**Supplied material**

--------

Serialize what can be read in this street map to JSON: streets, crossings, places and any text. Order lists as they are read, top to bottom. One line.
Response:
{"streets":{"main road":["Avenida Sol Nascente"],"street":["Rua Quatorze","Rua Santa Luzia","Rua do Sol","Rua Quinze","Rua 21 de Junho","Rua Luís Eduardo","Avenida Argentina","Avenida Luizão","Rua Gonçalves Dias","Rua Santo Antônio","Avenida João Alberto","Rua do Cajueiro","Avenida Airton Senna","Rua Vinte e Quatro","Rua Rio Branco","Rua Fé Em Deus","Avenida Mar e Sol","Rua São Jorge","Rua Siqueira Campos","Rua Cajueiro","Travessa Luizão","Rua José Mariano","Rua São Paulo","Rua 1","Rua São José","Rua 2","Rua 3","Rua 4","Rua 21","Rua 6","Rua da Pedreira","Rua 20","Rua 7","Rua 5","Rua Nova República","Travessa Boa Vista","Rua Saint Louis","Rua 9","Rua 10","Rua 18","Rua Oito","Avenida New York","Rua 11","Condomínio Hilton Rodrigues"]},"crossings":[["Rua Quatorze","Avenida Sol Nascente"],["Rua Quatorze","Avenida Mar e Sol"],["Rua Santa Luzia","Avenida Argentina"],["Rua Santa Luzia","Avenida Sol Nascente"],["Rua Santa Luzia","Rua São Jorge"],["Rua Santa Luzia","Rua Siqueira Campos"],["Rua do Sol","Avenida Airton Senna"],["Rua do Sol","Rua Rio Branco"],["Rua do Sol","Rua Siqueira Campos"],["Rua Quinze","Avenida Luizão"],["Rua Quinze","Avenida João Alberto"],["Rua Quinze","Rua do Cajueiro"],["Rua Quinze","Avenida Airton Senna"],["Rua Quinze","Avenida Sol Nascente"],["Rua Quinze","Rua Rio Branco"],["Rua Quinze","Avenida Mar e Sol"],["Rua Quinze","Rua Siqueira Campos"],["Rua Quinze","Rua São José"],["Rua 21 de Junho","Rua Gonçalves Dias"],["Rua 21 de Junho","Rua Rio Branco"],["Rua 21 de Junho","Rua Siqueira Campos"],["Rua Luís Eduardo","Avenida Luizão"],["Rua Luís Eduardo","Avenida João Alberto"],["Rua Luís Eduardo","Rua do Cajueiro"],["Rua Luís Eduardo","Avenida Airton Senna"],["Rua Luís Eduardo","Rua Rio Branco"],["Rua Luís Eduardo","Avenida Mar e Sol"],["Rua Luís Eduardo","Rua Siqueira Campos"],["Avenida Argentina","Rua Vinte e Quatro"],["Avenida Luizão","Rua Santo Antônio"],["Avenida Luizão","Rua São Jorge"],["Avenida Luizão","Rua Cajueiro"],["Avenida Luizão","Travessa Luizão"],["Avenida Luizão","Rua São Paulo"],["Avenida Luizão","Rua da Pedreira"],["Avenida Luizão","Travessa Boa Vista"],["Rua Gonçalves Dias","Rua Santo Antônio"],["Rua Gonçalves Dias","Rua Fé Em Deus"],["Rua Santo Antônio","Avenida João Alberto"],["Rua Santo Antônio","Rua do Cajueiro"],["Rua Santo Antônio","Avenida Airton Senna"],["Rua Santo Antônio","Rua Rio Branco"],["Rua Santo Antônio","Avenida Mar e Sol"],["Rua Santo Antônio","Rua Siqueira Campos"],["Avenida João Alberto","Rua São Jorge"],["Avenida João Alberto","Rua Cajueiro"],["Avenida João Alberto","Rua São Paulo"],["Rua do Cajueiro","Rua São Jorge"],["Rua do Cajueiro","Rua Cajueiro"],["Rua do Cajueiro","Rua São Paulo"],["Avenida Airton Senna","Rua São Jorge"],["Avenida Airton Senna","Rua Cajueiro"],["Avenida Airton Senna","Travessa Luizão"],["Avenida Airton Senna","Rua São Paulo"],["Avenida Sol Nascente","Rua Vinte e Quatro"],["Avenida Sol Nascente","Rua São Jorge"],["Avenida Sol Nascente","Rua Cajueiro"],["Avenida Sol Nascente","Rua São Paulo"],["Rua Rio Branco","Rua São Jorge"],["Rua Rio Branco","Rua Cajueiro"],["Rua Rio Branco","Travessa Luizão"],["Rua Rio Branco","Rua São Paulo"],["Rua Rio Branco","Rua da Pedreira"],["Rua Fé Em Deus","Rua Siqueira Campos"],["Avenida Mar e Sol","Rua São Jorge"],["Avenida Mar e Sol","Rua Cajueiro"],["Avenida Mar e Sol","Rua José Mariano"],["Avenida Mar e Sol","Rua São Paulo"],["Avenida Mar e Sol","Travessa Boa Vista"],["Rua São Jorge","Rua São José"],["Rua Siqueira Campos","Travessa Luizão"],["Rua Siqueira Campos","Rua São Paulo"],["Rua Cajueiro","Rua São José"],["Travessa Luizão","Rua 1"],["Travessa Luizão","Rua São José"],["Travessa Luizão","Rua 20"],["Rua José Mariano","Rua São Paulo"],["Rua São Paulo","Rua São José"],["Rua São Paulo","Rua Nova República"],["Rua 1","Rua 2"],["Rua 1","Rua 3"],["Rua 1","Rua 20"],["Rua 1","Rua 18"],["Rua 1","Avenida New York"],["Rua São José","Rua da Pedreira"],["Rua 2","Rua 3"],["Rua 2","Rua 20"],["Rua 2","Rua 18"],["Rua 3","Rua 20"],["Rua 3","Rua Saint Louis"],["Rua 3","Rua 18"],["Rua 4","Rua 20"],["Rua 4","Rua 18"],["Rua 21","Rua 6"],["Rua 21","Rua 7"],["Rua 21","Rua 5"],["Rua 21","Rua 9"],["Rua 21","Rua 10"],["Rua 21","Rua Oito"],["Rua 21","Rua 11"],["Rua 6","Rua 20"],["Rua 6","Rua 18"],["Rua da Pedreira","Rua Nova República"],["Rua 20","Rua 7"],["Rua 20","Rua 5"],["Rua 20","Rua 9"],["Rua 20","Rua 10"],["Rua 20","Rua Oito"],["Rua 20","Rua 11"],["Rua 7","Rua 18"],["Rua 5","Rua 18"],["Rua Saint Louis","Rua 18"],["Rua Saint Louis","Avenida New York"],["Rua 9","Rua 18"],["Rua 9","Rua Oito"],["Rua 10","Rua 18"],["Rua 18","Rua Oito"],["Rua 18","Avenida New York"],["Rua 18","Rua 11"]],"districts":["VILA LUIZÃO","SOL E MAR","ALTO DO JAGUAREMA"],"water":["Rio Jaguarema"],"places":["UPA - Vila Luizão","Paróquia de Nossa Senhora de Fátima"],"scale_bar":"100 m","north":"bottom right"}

--------

**Task statement**
Output the data above exactly, please, line for line.

**Task result**
Serialize what can be read in this street map to JSON: streets, crossings, places and any text. Order lists as they are read, top to bottom. One line.
Response:
{"streets":{"main road":["Avenida Sol Nascente"],"street":["Rua Quatorze","Rua Santa Luzia","Rua do Sol","Rua Quinze","Rua 21 de Junho","Rua Luís Eduardo","Avenida Argentina","Avenida Luizão","Rua Gonçalves Dias","Rua Santo Antônio","Avenida João Alberto","Rua do Cajueiro","Avenida Airton Senna","Rua Vinte e Quatro","Rua Rio Branco","Rua Fé Em Deus","Avenida Mar e Sol","Rua São Jorge","Rua Siqueira Campos","Rua Cajueiro","Travessa Luizão","Rua José Mariano","Rua São Paulo","Rua 1","Rua São José","Rua 2","Rua 3","Rua 4","Rua 21","Rua 6","Rua da Pedreira","Rua 20","Rua 7","Rua 5","Rua Nova República","Travessa Boa Vista","Rua Saint Louis","Rua 9","Rua 10","Rua 18","Rua Oito","Avenida New York","Rua 11","Condomínio Hilton Rodrigues"]},"crossings":[["Rua Quatorze","Avenida Sol Nascente"],["Rua Quatorze","Avenida Mar e Sol"],["Rua Santa Luzia","Avenida Argentina"],["Rua Santa Luzia","Avenida Sol Nascente"],["Rua Santa Luzia","Rua São Jorge"],["Rua Santa Luzia","Rua Siqueira Campos"],["Rua do Sol","Avenida Airton Senna"],["Rua do Sol","Rua Rio Branco"],["Rua do Sol","Rua Siqueira Campos"],["Rua Quinze","Avenida Luizão"],["Rua Quinze","Avenida João Alberto"],["Rua Quinze","Rua do Cajueiro"],["Rua Quinze","Avenida Airton Senna"],["Rua Quinze","Avenida Sol Nascente"],["Rua Quinze","Rua Rio Branco"],["Rua Quinze","Avenida Mar e Sol"],["Rua Quinze","Rua Siqueira Campos"],["Rua Quinze","Rua São José"],["Rua 21 de Junho","Rua Gonçalves Dias"],["Rua 21 de Junho","Rua Rio Branco"],["Rua 21 de Junho","Rua Siqueira Campos"],["Rua Luís Eduardo","Avenida Luizão"],["Rua Luís Eduardo","Avenida João Alberto"],["Rua Luís Eduardo","Rua do Cajueiro"],["Rua Luís Eduardo","Avenida Airton Senna"],["Rua Luís Eduardo","Rua Rio Branco"],["Rua Luís Eduardo","Avenida Mar e Sol"],["Rua Luís Eduardo","Rua Siqueira Campos"],["Avenida Argentina","Rua Vinte e Quatro"],["Avenida Luizão","Rua Santo Antônio"],["Avenida Luizão","Rua São Jorge"],["Avenida Luizão","Rua Cajueiro"],["Avenida Luizão","Travessa Luizão"],["Avenida Luizão","Rua São Paulo"],["Avenida Luizão","Rua da Pedreira"],["Avenida Luizão","Travessa Boa Vista"],["Rua Gonçalves Dias","Rua Santo Antônio"],["Rua Gonçalves Dias","Rua Fé Em Deus"],["Rua Santo Antônio","Avenida João Alberto"],["Rua Santo Antônio","Rua do Cajueiro"],["Rua Santo Antônio","Avenida Airton Senna"],["Rua Santo Antônio","Rua Rio Branco"],["Rua Santo Antônio","Avenida Mar e Sol"],["Rua Santo Antônio","Rua Siqueira Campos"],["Avenida João Alberto","Rua São Jorge"],["Avenida João Alberto","Rua Cajueiro"],["Avenida João Alberto","Rua São Paulo"],["Rua do Cajueiro","Rua São Jorge"],["Rua do Cajueiro","Rua Cajueiro"],["Rua do Cajueiro","Rua São Paulo"],["Avenida Airton Senna","Rua São Jorge"],["Avenida Airton Senna","Rua Cajueiro"],["Avenida Airton Senna","Travessa Luizão"],["Avenida Airton Senna","Rua São Paulo"],["Avenida Sol Nascente","Rua Vinte e Quatro"],["Avenida Sol Nascente","Rua São Jorge"],["Avenida Sol Nascente","Rua Cajueiro"],["Avenida Sol Nascente","Rua São Paulo"],["Rua Rio Branco","Rua São Jorge"],["Rua Rio Branco","Rua Cajueiro"],["Rua Rio Branco","Travessa Luizão"],["Rua Rio Branco","Rua São Paulo"],["Rua Rio Branco","Rua da Pedreira"],["Rua Fé Em Deus","Rua Siqueira Campos"],["Avenida Mar e Sol","Rua São Jorge"],["Avenida Mar e Sol","Rua Cajueiro"],["Avenida Mar e Sol","Rua José Mariano"],["Avenida Mar e Sol","Rua São Paulo"],["Avenida Mar e Sol","Travessa Boa Vista"],["Rua São Jorge","Rua São José"],["Rua Siqueira Campos","Travessa Luizão"],["Rua Siqueira Campos","Rua São Paulo"],["Rua Cajueiro","Rua São José"],["Travessa Luizão","Rua 1"],["Travessa Luizão","Rua São José"],["Travessa Luizão","Rua 20"],["Rua José Mariano","Rua São Paulo"],["Rua São Paulo","Rua São José"],["Rua São Paulo","Rua Nova República"],["Rua 1","Rua 2"],["Rua 1","Rua 3"],["Rua 1","Rua 20"],["Rua 1","Rua 18"],["Rua 1","Avenida New York"],["Rua São José","Rua da Pedreira"],["Rua 2","Rua 3"],["Rua 2","Rua 20"],["Rua 2","Rua 18"],["Rua 3","Rua 20"],["Rua 3","Rua Saint Louis"],["Rua 3","Rua 18"],["Rua 4","Rua 20"],["Rua 4","Rua 18"],["Rua 21","Rua 6"],["Rua 21","Rua 7"],["Rua 21","Rua 5"],["Rua 21","Rua 9"],["Rua 21","Rua 10"],["Rua 21","Rua Oito"],["Rua 21","Rua 11"],["Rua 6","Rua 20"],["Rua 6","Rua 18"],["Rua da Pedreira","Rua Nova República"],["Rua 20","Rua 7"],["Rua 20","Rua 5"],["Rua 20","Rua 9"],["Rua 20","Rua 10"],["Rua 20","Rua Oito"],["Rua 20","Rua 11"],["Rua 7","Rua 18"],["Rua 5","Rua 18"],["Rua Saint Louis","Rua 18"],["Rua Saint Louis","Avenida New York"],["Rua 9","Rua 18"],["Rua 9","Rua Oito"],["Rua 10","Rua 18"],["Rua 18","Rua Oito"],["Rua 18","Avenida New York"],["Rua 18","Rua 11"]],"districts":["VILA LUIZÃO","SOL E MAR","ALTO DO JAGUAREMA"],"water":["Rio Jaguarema"],"places":["UPA - Vila Luizão","Paróquia de Nossa Senhora de Fátima"],"scale_bar":"100 m","north":"bottom right"}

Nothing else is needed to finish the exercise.